According to the Reuters report the rand has lost nearly 3% against the dollar in the past week, its biggest weekly drop since early September, as investors worry that a renewed power crunch and recent weak economic data could trigger a credit downgrade from Fitch.
S&P, which like Moody's already cut South Africa's rating this year, said in its review on Friday of the country's long- and short-term foreign currency sovereign credit ratings that it expected a slight improvement in GDP growth in 2015-2017 after expected poor GDP growth in 2014. It also expected the Treasury to keep to its "hard expenditure ceiling" and thereby contain fiscal deficits and general government debt levels in the medium term.
Nevertheless, GDP growth remains low, current account deficits remain relatively high, general government debt sizable, and portfolio flows potentially volatile.
S&P is thus affirming its long- and short-term foreign currency sovereign credit ratings on South Africa at 'BBB-/A-3', it said.
"The outlook remains stable, reflecting our view that a slight rebound in GDP growth in 2015-2017 will help contain South Africa's fiscal and external balances within our current expectations," S&P said in a statement.
Fitch was also due to give the result of its review on Friday.
"The threat of a Fitch downgrade and likely very downbeat outlooks from both presents the risk of generating even more rand-selling interest," Tradition Analytics said in a note, according to Reuters.
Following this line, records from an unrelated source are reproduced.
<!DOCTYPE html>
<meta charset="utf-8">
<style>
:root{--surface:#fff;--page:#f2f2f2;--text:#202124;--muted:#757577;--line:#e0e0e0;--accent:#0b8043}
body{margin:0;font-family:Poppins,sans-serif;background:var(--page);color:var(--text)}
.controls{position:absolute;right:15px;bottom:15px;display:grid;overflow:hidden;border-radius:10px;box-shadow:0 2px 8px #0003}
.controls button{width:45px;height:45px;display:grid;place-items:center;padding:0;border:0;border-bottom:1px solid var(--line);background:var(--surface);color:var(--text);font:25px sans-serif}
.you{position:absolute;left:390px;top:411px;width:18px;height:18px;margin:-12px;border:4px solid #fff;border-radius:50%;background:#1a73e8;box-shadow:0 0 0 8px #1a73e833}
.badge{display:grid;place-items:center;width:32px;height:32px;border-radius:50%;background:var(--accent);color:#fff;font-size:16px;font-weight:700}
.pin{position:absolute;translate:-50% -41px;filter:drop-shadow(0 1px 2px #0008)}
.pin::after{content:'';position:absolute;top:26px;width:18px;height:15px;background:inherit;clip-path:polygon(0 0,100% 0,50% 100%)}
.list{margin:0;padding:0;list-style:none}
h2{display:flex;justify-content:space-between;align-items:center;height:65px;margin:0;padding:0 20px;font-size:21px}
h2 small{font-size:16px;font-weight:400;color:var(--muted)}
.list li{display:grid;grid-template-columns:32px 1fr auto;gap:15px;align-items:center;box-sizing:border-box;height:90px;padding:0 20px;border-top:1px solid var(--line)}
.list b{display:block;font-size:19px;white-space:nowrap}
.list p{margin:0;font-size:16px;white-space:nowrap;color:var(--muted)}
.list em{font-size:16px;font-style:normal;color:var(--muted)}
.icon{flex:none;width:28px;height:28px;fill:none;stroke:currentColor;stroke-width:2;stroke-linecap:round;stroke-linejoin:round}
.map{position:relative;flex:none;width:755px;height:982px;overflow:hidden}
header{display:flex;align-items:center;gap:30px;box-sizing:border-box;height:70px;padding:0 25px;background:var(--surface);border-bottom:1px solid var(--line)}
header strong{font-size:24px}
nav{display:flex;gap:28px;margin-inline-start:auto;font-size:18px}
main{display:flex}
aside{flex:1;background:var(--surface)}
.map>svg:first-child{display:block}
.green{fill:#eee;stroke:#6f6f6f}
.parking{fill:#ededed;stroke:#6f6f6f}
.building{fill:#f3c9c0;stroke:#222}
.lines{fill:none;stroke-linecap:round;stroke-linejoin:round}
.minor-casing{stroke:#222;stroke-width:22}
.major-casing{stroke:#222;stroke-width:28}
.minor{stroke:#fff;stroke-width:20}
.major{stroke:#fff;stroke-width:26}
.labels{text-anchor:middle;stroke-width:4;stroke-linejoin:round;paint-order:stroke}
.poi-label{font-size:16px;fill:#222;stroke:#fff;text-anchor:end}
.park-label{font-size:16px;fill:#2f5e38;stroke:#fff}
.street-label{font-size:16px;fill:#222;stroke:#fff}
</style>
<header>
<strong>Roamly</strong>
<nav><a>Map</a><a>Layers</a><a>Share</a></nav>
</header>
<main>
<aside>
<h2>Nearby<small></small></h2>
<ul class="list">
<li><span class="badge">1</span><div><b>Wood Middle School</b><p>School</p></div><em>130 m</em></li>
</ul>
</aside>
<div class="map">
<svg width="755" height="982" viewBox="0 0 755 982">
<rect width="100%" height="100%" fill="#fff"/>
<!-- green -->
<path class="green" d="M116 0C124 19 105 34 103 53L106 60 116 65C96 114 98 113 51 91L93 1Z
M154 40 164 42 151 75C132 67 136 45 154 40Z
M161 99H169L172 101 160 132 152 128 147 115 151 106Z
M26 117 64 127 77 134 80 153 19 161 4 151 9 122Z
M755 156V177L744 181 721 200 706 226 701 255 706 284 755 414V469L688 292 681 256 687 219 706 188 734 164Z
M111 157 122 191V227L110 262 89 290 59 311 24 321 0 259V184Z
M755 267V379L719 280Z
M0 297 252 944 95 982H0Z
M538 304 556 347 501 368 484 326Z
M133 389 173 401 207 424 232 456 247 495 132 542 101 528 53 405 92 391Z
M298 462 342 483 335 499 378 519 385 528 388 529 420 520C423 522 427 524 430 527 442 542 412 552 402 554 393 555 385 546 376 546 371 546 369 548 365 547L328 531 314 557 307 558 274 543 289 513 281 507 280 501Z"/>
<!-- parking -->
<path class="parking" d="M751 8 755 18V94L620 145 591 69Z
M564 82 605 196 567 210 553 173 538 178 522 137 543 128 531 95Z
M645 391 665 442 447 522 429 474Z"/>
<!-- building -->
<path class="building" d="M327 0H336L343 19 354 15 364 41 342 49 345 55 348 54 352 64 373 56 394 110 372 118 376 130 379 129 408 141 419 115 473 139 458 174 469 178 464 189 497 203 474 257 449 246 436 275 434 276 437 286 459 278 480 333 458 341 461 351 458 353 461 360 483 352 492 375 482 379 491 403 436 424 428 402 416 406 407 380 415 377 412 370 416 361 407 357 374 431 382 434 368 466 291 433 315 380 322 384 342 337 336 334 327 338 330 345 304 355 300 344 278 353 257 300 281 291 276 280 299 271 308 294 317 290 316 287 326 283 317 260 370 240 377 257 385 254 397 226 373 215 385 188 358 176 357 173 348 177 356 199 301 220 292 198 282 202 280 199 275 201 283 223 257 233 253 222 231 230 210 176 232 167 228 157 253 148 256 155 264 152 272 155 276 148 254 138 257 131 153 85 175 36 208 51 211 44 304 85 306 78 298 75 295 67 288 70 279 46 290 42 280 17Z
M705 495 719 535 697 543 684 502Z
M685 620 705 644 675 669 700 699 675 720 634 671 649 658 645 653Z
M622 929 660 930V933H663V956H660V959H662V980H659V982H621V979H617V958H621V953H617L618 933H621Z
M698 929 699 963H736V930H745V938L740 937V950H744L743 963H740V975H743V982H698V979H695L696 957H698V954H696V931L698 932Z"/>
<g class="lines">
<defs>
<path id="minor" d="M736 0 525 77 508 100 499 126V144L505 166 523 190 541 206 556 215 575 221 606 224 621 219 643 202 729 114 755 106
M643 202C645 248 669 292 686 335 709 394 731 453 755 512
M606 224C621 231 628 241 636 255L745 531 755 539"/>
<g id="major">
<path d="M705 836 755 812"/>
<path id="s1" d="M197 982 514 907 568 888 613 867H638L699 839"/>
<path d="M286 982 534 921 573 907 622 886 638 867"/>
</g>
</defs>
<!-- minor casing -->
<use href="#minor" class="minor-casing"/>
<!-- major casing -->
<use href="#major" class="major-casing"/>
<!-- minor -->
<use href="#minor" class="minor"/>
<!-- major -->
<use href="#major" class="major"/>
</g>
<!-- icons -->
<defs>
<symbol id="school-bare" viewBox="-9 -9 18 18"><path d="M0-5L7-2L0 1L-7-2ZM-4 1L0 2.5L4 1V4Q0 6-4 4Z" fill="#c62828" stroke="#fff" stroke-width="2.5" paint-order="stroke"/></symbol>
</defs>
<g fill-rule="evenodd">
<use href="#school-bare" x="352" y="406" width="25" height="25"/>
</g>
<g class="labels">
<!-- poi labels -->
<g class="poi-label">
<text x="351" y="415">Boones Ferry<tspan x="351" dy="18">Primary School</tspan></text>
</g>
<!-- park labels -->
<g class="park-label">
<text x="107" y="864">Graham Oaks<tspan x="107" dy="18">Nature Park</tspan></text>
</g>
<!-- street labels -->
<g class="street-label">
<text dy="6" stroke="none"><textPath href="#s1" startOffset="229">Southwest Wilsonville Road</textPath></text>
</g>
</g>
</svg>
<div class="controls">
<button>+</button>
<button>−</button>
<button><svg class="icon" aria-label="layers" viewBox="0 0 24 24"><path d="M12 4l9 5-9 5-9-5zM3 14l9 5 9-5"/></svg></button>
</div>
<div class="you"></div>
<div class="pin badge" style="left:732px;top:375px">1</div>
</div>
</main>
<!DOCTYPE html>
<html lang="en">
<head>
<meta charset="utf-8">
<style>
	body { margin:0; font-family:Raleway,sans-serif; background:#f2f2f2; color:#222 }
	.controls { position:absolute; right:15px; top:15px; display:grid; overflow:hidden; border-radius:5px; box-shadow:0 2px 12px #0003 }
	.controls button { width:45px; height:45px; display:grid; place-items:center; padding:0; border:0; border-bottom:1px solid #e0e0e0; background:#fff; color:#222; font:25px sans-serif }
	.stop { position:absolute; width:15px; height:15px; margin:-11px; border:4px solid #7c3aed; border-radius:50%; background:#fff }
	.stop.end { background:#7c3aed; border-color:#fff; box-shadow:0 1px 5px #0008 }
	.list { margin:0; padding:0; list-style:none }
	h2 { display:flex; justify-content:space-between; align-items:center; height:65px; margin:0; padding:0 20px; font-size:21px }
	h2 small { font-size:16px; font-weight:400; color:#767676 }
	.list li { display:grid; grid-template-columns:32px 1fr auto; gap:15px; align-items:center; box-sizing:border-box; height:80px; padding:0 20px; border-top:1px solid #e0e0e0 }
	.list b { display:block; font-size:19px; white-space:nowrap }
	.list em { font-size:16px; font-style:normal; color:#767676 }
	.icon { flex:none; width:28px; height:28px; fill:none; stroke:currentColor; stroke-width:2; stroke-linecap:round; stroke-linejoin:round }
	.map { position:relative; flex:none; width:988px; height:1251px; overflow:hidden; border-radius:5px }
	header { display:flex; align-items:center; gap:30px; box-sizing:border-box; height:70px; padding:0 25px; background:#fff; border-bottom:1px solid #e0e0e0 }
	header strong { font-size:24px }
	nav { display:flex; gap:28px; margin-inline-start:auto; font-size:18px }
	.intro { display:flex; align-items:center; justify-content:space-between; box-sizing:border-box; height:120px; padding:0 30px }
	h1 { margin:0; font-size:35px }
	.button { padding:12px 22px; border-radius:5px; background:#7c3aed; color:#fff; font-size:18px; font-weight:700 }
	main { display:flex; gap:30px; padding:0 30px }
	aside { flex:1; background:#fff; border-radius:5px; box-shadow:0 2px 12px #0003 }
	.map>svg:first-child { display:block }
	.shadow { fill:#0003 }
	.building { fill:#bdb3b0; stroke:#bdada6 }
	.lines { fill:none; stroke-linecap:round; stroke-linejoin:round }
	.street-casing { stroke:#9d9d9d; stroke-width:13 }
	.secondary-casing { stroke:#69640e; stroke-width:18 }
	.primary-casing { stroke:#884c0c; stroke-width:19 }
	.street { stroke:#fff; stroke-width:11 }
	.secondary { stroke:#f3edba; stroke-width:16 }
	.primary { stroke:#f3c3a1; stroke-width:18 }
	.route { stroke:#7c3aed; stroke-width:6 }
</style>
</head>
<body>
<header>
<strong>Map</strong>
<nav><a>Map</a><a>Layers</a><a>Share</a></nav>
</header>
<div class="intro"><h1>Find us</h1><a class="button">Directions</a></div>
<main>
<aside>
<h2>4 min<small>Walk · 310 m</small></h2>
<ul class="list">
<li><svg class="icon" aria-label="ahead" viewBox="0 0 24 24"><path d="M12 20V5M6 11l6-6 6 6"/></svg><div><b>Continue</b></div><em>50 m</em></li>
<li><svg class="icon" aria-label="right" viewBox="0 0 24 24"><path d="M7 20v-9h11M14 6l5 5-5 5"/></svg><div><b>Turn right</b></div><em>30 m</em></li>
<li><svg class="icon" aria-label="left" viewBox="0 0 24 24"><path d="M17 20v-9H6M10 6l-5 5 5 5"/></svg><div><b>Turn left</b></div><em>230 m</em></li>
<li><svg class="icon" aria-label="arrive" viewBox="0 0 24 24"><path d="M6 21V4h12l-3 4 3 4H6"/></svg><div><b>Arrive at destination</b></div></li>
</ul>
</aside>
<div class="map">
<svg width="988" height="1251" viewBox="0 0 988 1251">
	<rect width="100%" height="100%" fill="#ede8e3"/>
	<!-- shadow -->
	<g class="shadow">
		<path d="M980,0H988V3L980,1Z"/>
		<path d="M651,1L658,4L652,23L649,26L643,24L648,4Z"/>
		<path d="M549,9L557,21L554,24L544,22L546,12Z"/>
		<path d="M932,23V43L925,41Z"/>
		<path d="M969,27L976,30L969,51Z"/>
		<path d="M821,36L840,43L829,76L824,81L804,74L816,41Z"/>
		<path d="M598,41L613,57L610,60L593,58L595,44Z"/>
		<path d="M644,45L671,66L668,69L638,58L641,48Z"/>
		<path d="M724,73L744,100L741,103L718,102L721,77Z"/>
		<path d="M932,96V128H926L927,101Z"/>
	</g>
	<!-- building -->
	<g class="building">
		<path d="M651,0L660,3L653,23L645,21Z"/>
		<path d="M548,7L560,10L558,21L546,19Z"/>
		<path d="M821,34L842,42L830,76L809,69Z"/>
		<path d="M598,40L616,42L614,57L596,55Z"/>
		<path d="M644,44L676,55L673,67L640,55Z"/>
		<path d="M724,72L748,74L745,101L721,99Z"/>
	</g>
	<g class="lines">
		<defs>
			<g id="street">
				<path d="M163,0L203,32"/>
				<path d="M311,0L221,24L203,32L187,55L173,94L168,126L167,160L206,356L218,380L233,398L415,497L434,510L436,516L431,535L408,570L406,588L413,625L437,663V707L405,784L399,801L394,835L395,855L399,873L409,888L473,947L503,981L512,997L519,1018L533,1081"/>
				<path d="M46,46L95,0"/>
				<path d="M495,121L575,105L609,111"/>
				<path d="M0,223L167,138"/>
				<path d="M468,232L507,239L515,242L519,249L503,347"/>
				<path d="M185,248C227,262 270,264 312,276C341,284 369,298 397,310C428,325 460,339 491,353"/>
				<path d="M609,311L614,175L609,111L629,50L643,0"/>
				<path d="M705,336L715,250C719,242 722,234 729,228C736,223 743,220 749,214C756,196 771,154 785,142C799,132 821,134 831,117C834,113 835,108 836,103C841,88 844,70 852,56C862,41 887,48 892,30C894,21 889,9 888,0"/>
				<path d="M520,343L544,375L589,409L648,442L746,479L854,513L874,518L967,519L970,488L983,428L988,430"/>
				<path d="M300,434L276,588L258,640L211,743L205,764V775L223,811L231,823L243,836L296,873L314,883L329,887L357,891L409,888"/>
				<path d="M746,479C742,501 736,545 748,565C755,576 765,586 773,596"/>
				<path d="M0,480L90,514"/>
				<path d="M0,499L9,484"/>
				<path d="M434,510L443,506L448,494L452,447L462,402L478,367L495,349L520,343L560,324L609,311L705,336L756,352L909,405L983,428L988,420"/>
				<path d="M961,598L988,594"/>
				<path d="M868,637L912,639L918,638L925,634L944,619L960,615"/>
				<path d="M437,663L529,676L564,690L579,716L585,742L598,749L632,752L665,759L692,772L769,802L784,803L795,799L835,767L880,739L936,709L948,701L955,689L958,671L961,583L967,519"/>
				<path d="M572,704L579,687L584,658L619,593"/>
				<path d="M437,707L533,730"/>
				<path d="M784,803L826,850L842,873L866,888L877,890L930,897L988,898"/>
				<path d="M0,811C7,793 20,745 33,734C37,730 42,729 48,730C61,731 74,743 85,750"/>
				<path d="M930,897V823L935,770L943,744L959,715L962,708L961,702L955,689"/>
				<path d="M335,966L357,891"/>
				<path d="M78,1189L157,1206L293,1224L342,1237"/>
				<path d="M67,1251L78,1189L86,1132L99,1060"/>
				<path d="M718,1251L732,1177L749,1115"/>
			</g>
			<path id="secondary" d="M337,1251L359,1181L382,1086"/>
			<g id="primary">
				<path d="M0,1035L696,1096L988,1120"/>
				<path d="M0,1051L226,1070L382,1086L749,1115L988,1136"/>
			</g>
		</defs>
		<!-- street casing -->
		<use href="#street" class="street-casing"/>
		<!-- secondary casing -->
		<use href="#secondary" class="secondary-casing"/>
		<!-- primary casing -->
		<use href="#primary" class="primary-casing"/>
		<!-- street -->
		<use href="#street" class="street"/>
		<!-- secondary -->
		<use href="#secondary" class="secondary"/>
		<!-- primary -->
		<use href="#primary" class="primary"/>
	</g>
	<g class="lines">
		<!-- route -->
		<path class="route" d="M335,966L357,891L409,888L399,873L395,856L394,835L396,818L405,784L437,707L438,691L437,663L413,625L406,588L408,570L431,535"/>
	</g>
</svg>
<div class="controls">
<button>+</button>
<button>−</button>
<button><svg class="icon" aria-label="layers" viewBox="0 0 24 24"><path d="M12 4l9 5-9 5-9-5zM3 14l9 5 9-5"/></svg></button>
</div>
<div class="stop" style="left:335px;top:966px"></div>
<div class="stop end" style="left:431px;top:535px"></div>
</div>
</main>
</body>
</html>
"The crux of the decision will no doubt be the ... power constraints and the drag applied to growth and the fiscus through this, which we continue to see as a severe risk to the growth outlook in 2015."
South Africa this month has suffered its worst power shortages since 2008 due to creaking infrastructure, power plant failures and emergency maintenance.
The local currency was also hurt on Friday by broad-based strength in the dollar after stronger-than-expected US consumer sentiment data.
Government bonds had a bruising session, with the yield on the 2026 benchmark climbing to a month-high of 8.02% and closing at 7.975%, up 5.5 basis points from Thursday.